As production began, the old Ross Airfield in Arcadia, California, which was turned into a movie lot during a heatwave in 1930, was converted into the Antarctic film set, complete with "artificial snow, fake ice mounds and painted backdrop attached to the back side of the dilapidated Army barracks." With principal photography slated for September, dry ice in metal containers stuffed in actor's mouths sufficed for the usual Arctic breath. In a 1972 interview director Frank Capra, on TV's "Dick Cavett Show", Capra recalled a horrible accident on set. Capra asked actors to use dry ice encased in small cages in the mouth, to simulate foggy breath in the scene. Because the small cages were cumbersome in the mouth, a frustrated Hobart Bosworth removed the ice and popped it directly into his mouth for the scene. Soon, Bosworth was rushed to hospital with ice burns in his mouth, resulting in removal of some teeth, jaw bone, and tissue.

===Aviation aspects===
This film is historically important to aviation buffs. A mid-air docking and recovery of a fighter aircraft with a dirigible is shown. The crash of an airship during a storm is accurately depicted.
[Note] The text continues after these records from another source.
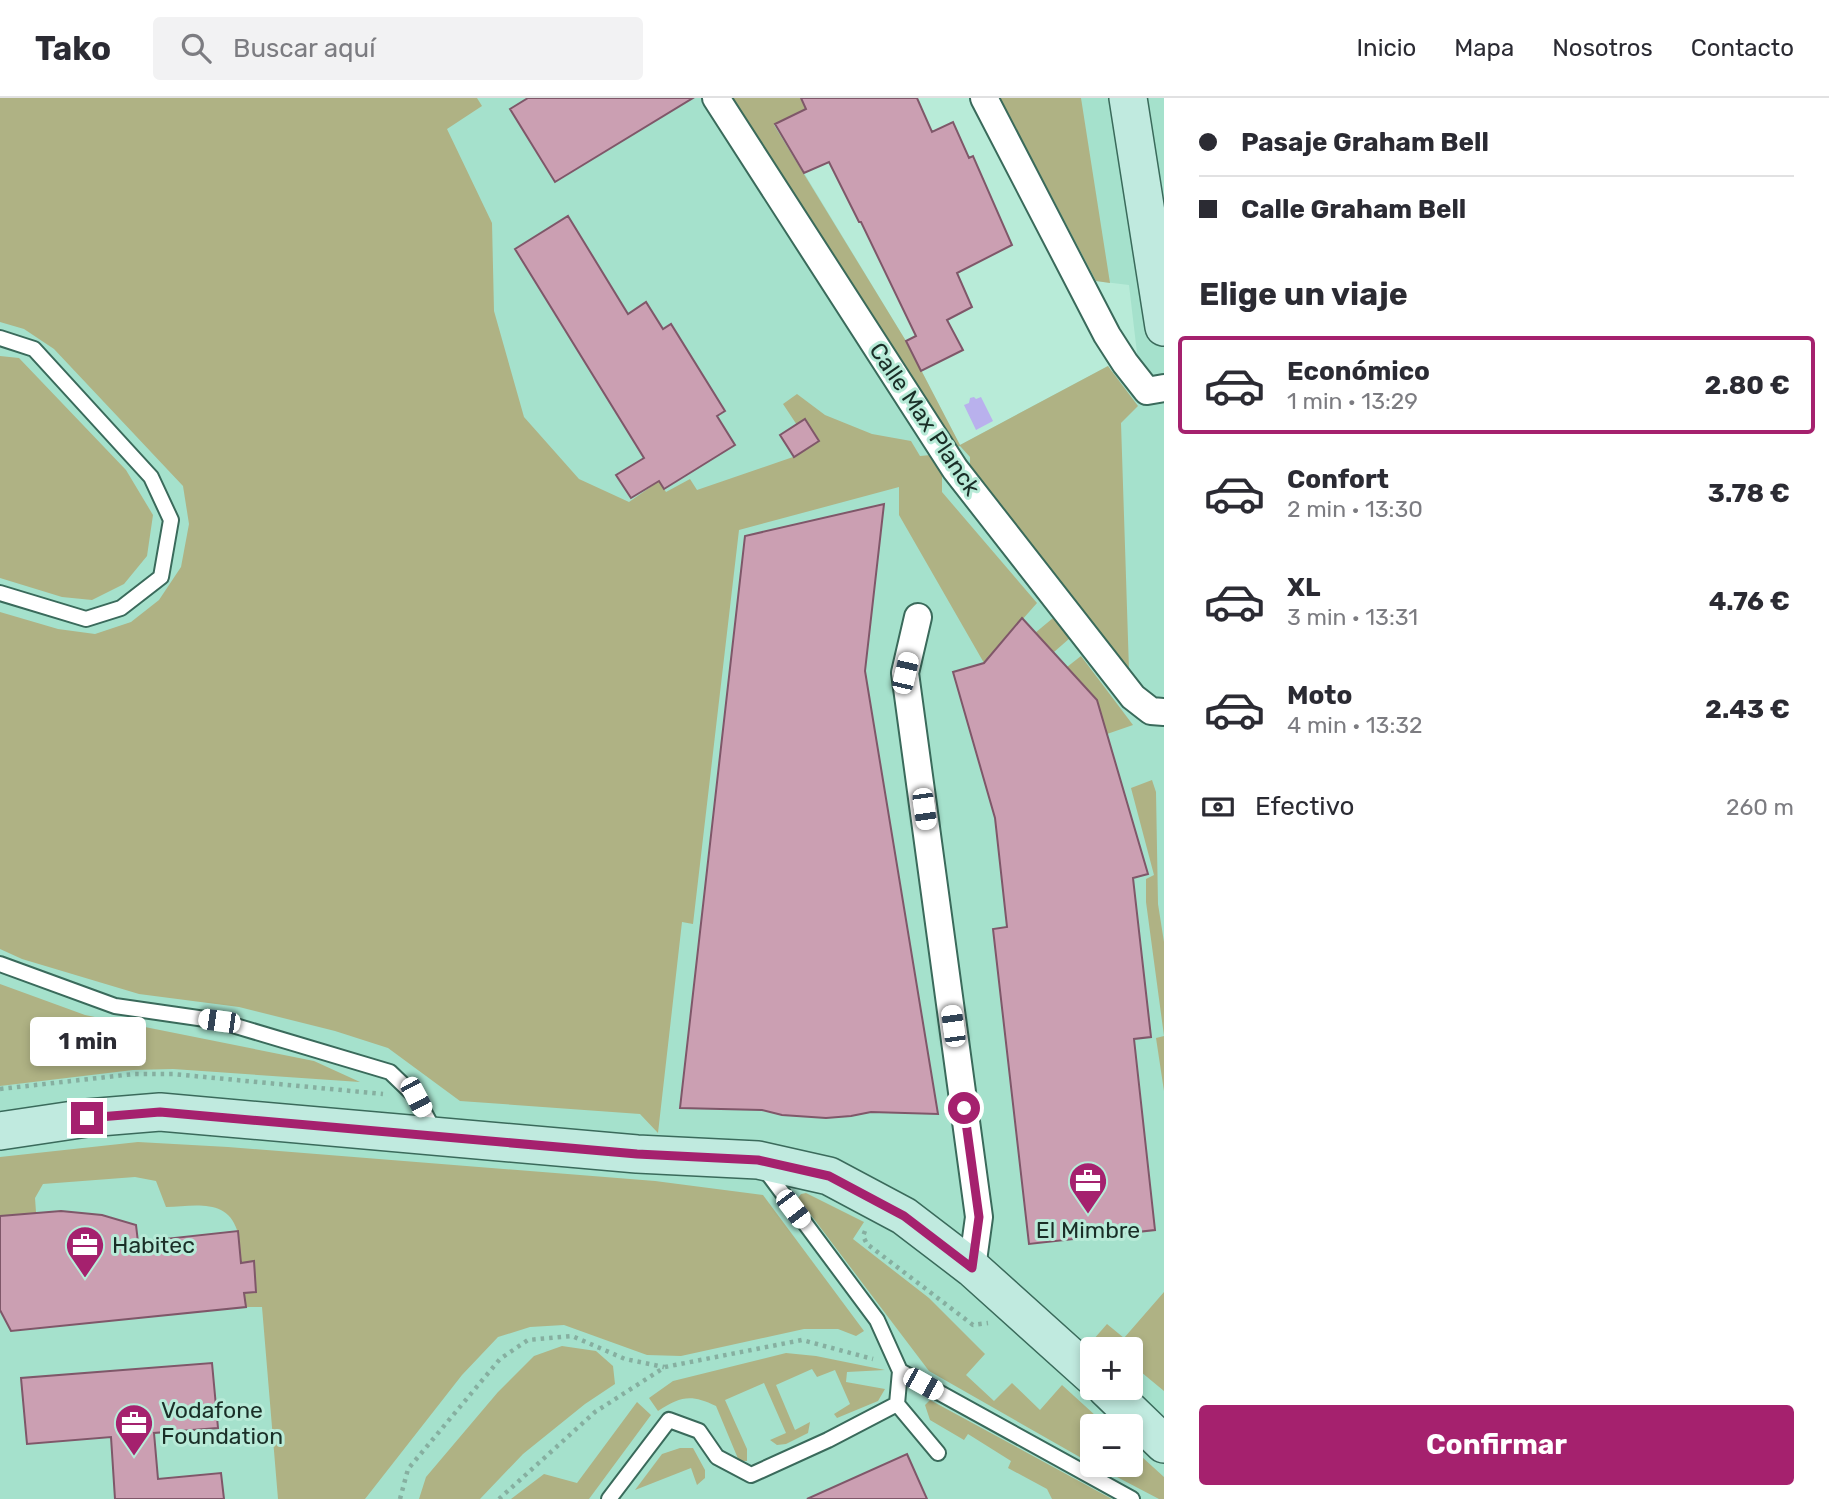 <!DOCTYPE html>
<html lang="es">
<head>
<meta charset="utf-8">
<style>
  :root { --surface:#fff; --page:#f2f2f3; --text:#2b2b33; --muted:#7c7c81; --line:#e1e1e2; --accent:#a5216e }
  body { margin:0; font-family:Rubik,sans-serif; background:var(--page); color:var(--text); height:100vh; display:flex; flex-direction:column; font-size:26px; white-space:nowrap }
  * { box-sizing:border-box; margin:0 }
  p { font-size:23px; color:var(--muted) }
  .icon { flex:none; width:38px; height:38px; fill:none; stroke:currentColor; stroke-width:2; stroke-linecap:round; stroke-linejoin:round }
  .map { position:relative; flex:1; overflow:hidden }
  .panel { display:flex; flex-direction:column; background:var(--surface); width:665px }
  .panel>* { flex:none }
  .top-card { display:grid; align-content:center; height:154px; padding:0 35px; background:var(--surface) }
  .fabs { position:absolute; left:1080px; top:1239px; display:grid; gap:14px }
  .fabs a { display:grid; place-items:center; width:63px; height:63px; border-radius:7px; background:var(--surface); box-shadow:0 4px 10px #0003; font-size:35px }
  .end { position:absolute; width:32px; height:32px; margin:-16px; border:9px solid #a5216e; background:#fff; box-shadow:0 0 0 4px #fff }
  .from { border-radius:50% }
  .bubble { position:absolute; height:49px; border-radius:7px; background:var(--surface); box-shadow:0 4px 10px #0003; font-size:23px; font-weight:700; line-height:49px; text-align:center }
  .car { position:absolute; width:21px; height:42px; margin:-21px -10px; border-radius:9px; box-shadow:0 0 5px 2px #0007; background:linear-gradient(#fff 24%,#345 0 40%,#fff 0 76%,#345 0 86%,#fff 0) }
  .top-card b { display:flex; align-items:center; gap:24px; height:66px; font-size:26px }
  .top-card b+b { border-top:2px solid var(--line) }
  .top-card i { width:18px; height:18px; background:var(--text) }
  ul { padding:0; list-style:none }
  li { display:flex; align-items:center; gap:21px; height:98px; margin:0 14px 10px; padding:0 21px; border:4px solid transparent; border-radius:7px }
  li div { flex:1 }
  li b { display:block; font-size:26px }
  li em { font-style:normal; font-weight:700 }
  li.current { border-color:var(--accent) }
  li>.icon { width:63px; height:63px; stroke-width:1.5 }
  h2 { padding:0 35px; font-size:32px; line-height:84px }
  .pay { display:flex; align-items:center; gap:18px; height:77px; padding:0 35px; font-size:26px }
  .pay p { margin-inline-start:auto }
  .primary-button { display:flex; gap:14px; margin-top:auto; padding:14px 35px }
  .primary-button a { flex:1; height:80px; border-radius:7px; background:var(--accent); color:#fff; font-size:28px; font-weight:700; line-height:80px; text-align:center }
  header { display:flex; align-items:center; gap:42px; box-sizing:border-box; height:98px; padding:0 35px; background:var(--surface); border-bottom:2px solid var(--line) }
  header strong { font-size:33px }
  nav { display:flex; gap:38px; margin-inline-start:auto; font-size:24px }
  .search { width:490px; height:63px; background:var(--page); display:flex; align-items:center; gap:18px; box-sizing:border-box; padding:0 24px; border-radius:7px; color:var(--muted); font-size:26px }
  main { display:flex; flex:1; min-height:0 }
  .map>svg:first-child { display:block }
  .built { fill:#a5e1cc; fill-rule:evenodd }
  .green { fill:#afb284 }
  .water { fill:#b9b1ed }
  .building { fill:#cb9fb2; stroke:#7f5769; stroke-width:2 }
  .lines { fill:none; stroke-linecap:round; stroke-linejoin:round }
  .lane-casing { stroke:#3a6a5b; stroke-width:18 }
  .street-casing { stroke:#3a6a5b; stroke-width:30 }
  .secondary-casing { stroke:#3a6a5b; stroke-width:40 }
  .path { stroke:#86afa0; stroke-width:4.5; stroke-dasharray:3.5 5; stroke-linecap:butt }
  .lane { stroke:#fff; stroke-width:14 }
  .street { stroke:#fff; stroke-width:26 }
  .secondary { stroke:#c0eadf; stroke-width:37 }
  .route { stroke:#a5216e; stroke-width:9 }
  .labels { text-anchor:middle; stroke-width:6; stroke-linejoin:round; paint-order:stroke }
  .street-label { font-size:23px; fill:#1a2e27; stroke:#b8ebd8 }
  .poi-label { font-size:23px; fill:#1a2e27; stroke:#b8ebd8; text-anchor:start }
</style>
</head>
<body>
<header>
<strong>Tako</strong>
<div class="search"><svg class="icon" aria-label="search" viewBox="0 0 24 24"><circle cx="10" cy="10" r="6"/><path d="M15 15l6 6"/></svg>Buscar aquí</div>
<nav><a>Inicio</a><a>Mapa</a><a>Nosotros</a><a>Contacto</a></nav>
</header>
<main>
<div class="map">
<svg width="1164" height="1401" viewBox="0 0 1164 1401">
  <rect width="100%" height="100%" fill="#b8ebd8"/>
  <path class="built" d="M 0,0 L 756,0 L 778,32 L 906,243 L 960,347 L 1108,268 L 1112,274 L 1137,255 L 1129,187 L 1096,183 L 1000,0 L 1164,0 L 1164,1401 L 0,1401 ZM 1092,1251 L 1130,1251 L 1130,1290 L 1092,1290 ZM 1092,1328 L 1130,1328 L 1130,1367 L 1092,1367 Z"/>
  <path class="green" d="M 0,0 L 477,0 L 482,8 L 447,31 L 492,125 L 494,213 L 524,319 L 579,381 L 629,404 L 659,383 L 666,394 L 690,381 L 697,392 L 793,359 L 819,343 L 797,327 L 783,306 L 797,296 L 825,317 L 872,336 L 911,343 L 920,358 L 931,357 L 942,375 L 942,394 L 1037,505 L 984,565 L 899,417 L 899,389 L 739,432 L 693,826 L 682,824 L 658,1035 L 640,1016 L 460,1003 L 388,950 L 335,933 L 239,909 L 139,896 L 22,861 L 0,851 L 0,514 L 58,531 L 95,536 L 131,524 L 159,502 L 181,469 L 189,426 L 183,388 L 54,251 L 24,231 L 0,224 Z
    M 723,0 L 801,0 L 806,12 L 774,27 L 906,243 L 960,347 L 1108,268 L 1138,308 L 1121,325 L 1129,572 L 970,374 L 970,359 L 960,348 L 953,351 Z
    M 1000,0 L 1081,0 L 1110,185 L 1096,183 Z
    M 0,258 L 19,260 L 126,372 L 153,417 L 147,458 L 124,486 L 92,502 L 62,499 L 0,480 Z
    M 1053,520 L 1070,540 L 1054,554 L 1035,535 Z
    M 1081,558 L 1133,627 L 1107,636 L 1097,602 L 1067,569 Z
    M 1152,682 L 1156,694 L 1158,806 L 1164,844 L 1164,993 L 1156,940 L 1164,938 L 1146,804 L 1146,781 L 1154,777 L 1131,690 Z
    M 0,886 L 85,917 L 314,963 L 360,984 L 173,971 L 133,972 L 0,988 Z
    M 138,1044 L 228,1049 L 655,1083 L 763,1097 L 864,1233 L 856,1238 L 838,1231 L 804,1231 L 681,1258 L 647,1257 L 564,1227 L 530,1229 L 498,1239 L 462,1277 L 365,1401 L 278,1401 L 262,1209 L 246,1209 L 244,1195 L 256,1194 C 255,1181 245,1176 241,1165 C 237,1155 241,1142 237,1132 C 227,1100 193,1108 166,1109 L 156,1083 L 135,1079 L 43,1086 L 35,1100 L 36,1114 L 40,1114 L 41,1120 L 20,1122 L 19,1116 L 0,1118 L 0,1059 Z
    M 806,1095 L 864,1124 L 853,1141 L 929,1200 L 985,1256 L 966,1277 L 994,1303 L 1012,1285 L 1040,1312 L 1062,1287 L 1107,1328 L 1092,1328 L 1092,1366 L 929,1273 L 798,1100 L 801,1096 Z
    M 1164,1194 L 1164,1293 L 1135,1269 L 1131,1274 L 1130,1251 L 1103,1251 L 1093,1242 L 1107,1226 L 1124,1240 Z
    M 562,1248 L 596,1253 L 613,1268 L 615,1286 L 585,1306 L 523,1356 L 480,1401 L 419,1401 L 426,1379 L 498,1294 L 534,1258 Z
    M 786,1255 L 816,1258 L 885,1272 L 847,1274 L 846,1284 L 885,1291 L 878,1303 L 837,1320 L 834,1316 L 850,1306 L 835,1272 L 817,1279 L 812,1271 L 776,1287 L 795,1332 L 810,1324 L 808,1335 L 786,1346 L 777,1347 L 770,1342 L 786,1335 L 764,1285 L 725,1302 L 747,1351 L 747,1363 L 739,1363 L 716,1308 C 691,1296 681,1298 658,1313 L 649,1300 L 673,1283 Z
    M 930,1302 L 1112,1401 L 1052,1401 L 1047,1391 L 1008,1370 L 1011,1363 L 968,1336 L 964,1342 L 930,1322 L 925,1307 Z
    M 637,1304 L 651,1317 L 589,1401 L 511,1401 L 544,1376 L 577,1385 Z
    M 1131,1349 L 1164,1379 L 1164,1401 L 1159,1401 L 1094,1367 L 1130,1367 Z
    M 680,1350 L 693,1350 L 705,1372 L 705,1380 L 697,1387 L 691,1370 L 635,1392 L 662,1356 Z"/>
  <path class="water" d="M 974,299 L 976,301 L 981,299 L 993,323 L 976,332 L 964,307 L 969,305 L 970,300 Z"/>
  <path class="building" d="M 528,0 L 693,0 L 555,84 L 510,11 Z
    M 801,0 L 917,0 L 932,34 L 953,24 L 969,60 L 973,58 L 1012,147 L 957,175 L 972,209 L 947,222 L 963,252 L 921,273 L 906,243 L 916,238 L 861,124 L 859,124 L 829,64 L 804,75 L 775,26 L 806,11 Z
    M 568,118 L 628,216 L 646,204 L 663,231 L 671,226 L 725,313 L 717,318 L 735,347 L 664,391 L 659,383 L 631,400 L 616,377 L 644,360 L 515,151 Z
    M 805,321 L 819,343 L 794,359 L 780,337 Z
    M 884,406 L 865,573 L 938,1016 L 871,1014 L 851,1018 L 826,1020 L 782,1017 L 762,1012 L 680,1010 L 745,438 Z
    M 1022,520 L 1097,602 L 1148,776 L 1133,780 L 1151,939 L 1134,941 L 1155,1132 L 1029,1146 L 993,831 L 1007,829 L 995,720 L 953,574 L 984,565 Z
    M 61,1113 L 102,1117 L 136,1127 L 138,1144 L 238,1133 L 241,1165 L 254,1163 L 256,1194 L 244,1195 L 246,1209 L 11,1233 L 0,1212 L 0,1118 Z
    M 212,1265 L 218,1330 L 154,1335 L 158,1381 L 221,1375 L 224,1401 L 115,1401 L 111,1339 L 27,1346 L 21,1280 Z
    M 907,1356 L 927,1401 L 807,1401 Z"/>
  <g class="lines">
    <g class="lane-casing">
      <path id="lane" d="M 0,240 L 34,251 L 151,379 L 171,422 L 161,479 L 121,510 L 86,521 L 0,495
        M 0,866 L 115,908 L 219,923 L 390,974 L 416,999 L 436,1036
        M 763,1069 L 877,1222 L 900,1273 L 897,1306 L 938,1355
        M 900,1273 L 1132,1401
        M 609,1401 L 669,1322 L 699,1333 L 717,1359 L 751,1377 L 828,1342 L 897,1306"/>
    </g>
    <g class="street-casing">
      <path id="street" d="M 716,0 L 955,371 L 1133,599 L 1151,613 L 1164,614
        M 984,0 L 1107,237 L 1125,265 L 1147,293 L 1164,290
        M 918,519 L 905,575 L 979,1119 L 972,1170"/>
    </g>
    <g class="secondary-casing">
      <path id="secondary" d="M 1128,0 L 1164,229
        M 0,1033 L 87,1020 L 160,1014 L 637,1056 L 758,1062 L 829,1078 L 904,1118 L 972,1170 L 1092,1278
        M 1106,1290 L 1164,1346"/>
    </g>
    <path class="path" d="M 0,991 L 134,976 L 173,976 L 383,996
      M 865,1133 L 863,1138 L 867,1146 L 973,1227 L 988,1225
      M 400,1401 L 408,1371 L 500,1261 L 528,1242 L 572,1238 L 625,1261 L 664,1269
      M 499,1401 L 595,1314 L 665,1269 L 802,1242 L 873,1261"/>
    <use href="#lane" class="lane"/>
    <use href="#street" class="street"/>
    <use href="#secondary" class="secondary"/>
  </g>
  <g class="lines">
    <path class="route" d="M 87,1020 L 160,1014 L 637,1056 L 758,1062 L 829,1078 L 904,1118 L 972,1170 L 979,1119 L 964,1010"/>
  </g>
  <defs>
    <g id="office-pin" transform="scale(2.0125)"><path d="M0 17L-7.5 6A9.5 9.5 0 1 1 7.5 6Z" fill="#a5216e" stroke="#b8ebd8"/><path d="M-6-3h4V-5.5h4V-3h4V5H-6ZM-1-4.5V-3h2v-1.5ZM-6 0V1H6V0Z" fill="#fff"/></g>
  </defs>
  <g fill-rule="evenodd">
    <use href="#office-pin" x="1088" y="1083"/>
    <use href="#office-pin" x="85" y="1147"/>
    <use href="#office-pin" x="134" y="1325"/>
  </g>
  <g class="labels">
    <g class="street-label">
      <text transform="translate(925 321) rotate(56)" y="8">Calle Max Planck</text>
    </g>
    <g class="poi-label">
      <text x="1088" y="1140" text-anchor="middle">El Mimbre</text>
      <text x="112" y="1155">Habitec</text>
      <text x="161" y="1320">Vodafone<tspan x="161" dy="26">Foundation</tspan></text>
    </g>
  </g>
</svg>
<div class="fabs">
<a>+</a>
<a>−</a>
</div>
<i class="end from" style="left:964px;top:1010px"></i>
<i class="end" style="left:87px;top:1020px"></i>
<div class="bubble" style="left:30px;top:919px;width:116px">1 min</div>
<i class="car" style="left:905px;top:575px;rotate:13deg"></i>
<i class="car" style="left:924px;top:711px;rotate:172deg"></i>
<i class="car" style="left:219px;top:923px;rotate:278deg"></i>
<i class="car" style="left:953px;top:928px;rotate:352deg"></i>
<i class="car" style="left:416px;top:999px;rotate:152deg"></i>
<i class="car" style="left:793px;top:1111px;rotate:143deg"></i>
<i class="car" style="left:923px;top:1286px;rotate:119deg"></i>
</div>
<section class="panel">
<div class="top-card">
<b><i class="from"></i>Pasaje Graham Bell</b>
<b><i></i>Calle Graham Bell</b>
</div>
<h2>Elige un viaje</h2>
<ul>
<li class="current"><svg class="icon" aria-label="car" viewBox="0 0 24 24"><path d="M5 17H2v-5l4-1 3-4h7l3 4 3 1v5h-3M9 17h6M6 11h13"/><circle cx="7" cy="17" r="2"/><circle cx="17" cy="17" r="2"/></svg><div><b>Económico</b><p>1 min · 13:29</p></div><em>2.80 €</em></li>
<li><svg class="icon" aria-label="car" viewBox="0 0 24 24"><path d="M5 17H2v-5l4-1 3-4h7l3 4 3 1v5h-3M9 17h6M6 11h13"/><circle cx="7" cy="17" r="2"/><circle cx="17" cy="17" r="2"/></svg><div><b>Confort</b><p>2 min · 13:30</p></div><em>3.78 €</em></li>
<li><svg class="icon" aria-label="car" viewBox="0 0 24 24"><path d="M5 17H2v-5l4-1 3-4h7l3 4 3 1v5h-3M9 17h6M6 11h13"/><circle cx="7" cy="17" r="2"/><circle cx="17" cy="17" r="2"/></svg><div><b>XL</b><p>3 min · 13:31</p></div><em>4.76 €</em></li>
<li><svg class="icon" aria-label="car" viewBox="0 0 24 24"><path d="M5 17H2v-5l4-1 3-4h7l3 4 3 1v5h-3M9 17h6M6 11h13"/><circle cx="7" cy="17" r="2"/><circle cx="17" cy="17" r="2"/></svg><div><b>Moto</b><p>4 min · 13:32</p></div><em>2.43 €</em></li>
</ul>
<div class="pay"><svg class="icon" aria-label="cash" viewBox="0 0 24 24"><path d="M3 7h18v10H3z"/><circle cx="12" cy="12" r="2"/></svg>Efectivo<p>260 m</p></div>
<div class="primary-button"><a>Confirmar</a></div>
</section>
</main>
</body>
</html>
The aircraft carrier USS Lexington, with her 8-inch guns, can be spotted in the background during the takeoff of an aircraft. After being sunk at sea in 1942, she was replaced with the Essex-class Lexington (CVS-16) and would later call Pensacola Naval Air Station her home port in 1962, replacing the previous USS Antietam as the resident flight school student pilot trainer craft, before being decommissioned in 1991 and retired as one of several floating museum ships, in the harbor of Corpus Christi, Texas.

The aerial cinematography was coordinated by Elmer Dyer.

==Reception==
Dirigible was Capra's and Columbia's first film to be given prominence with a premiere at Grauman's Chinese Theatre, but despite high hopes, the film received lukewarm reviews. Variety called it "unconvincing." A more recent review noted its "odd mix of romantic cliches, nascent disaster elements, and adventurism .... It works, partly because Capra intermingles so much documentary-styled footage of the airship and Antarctic expedition."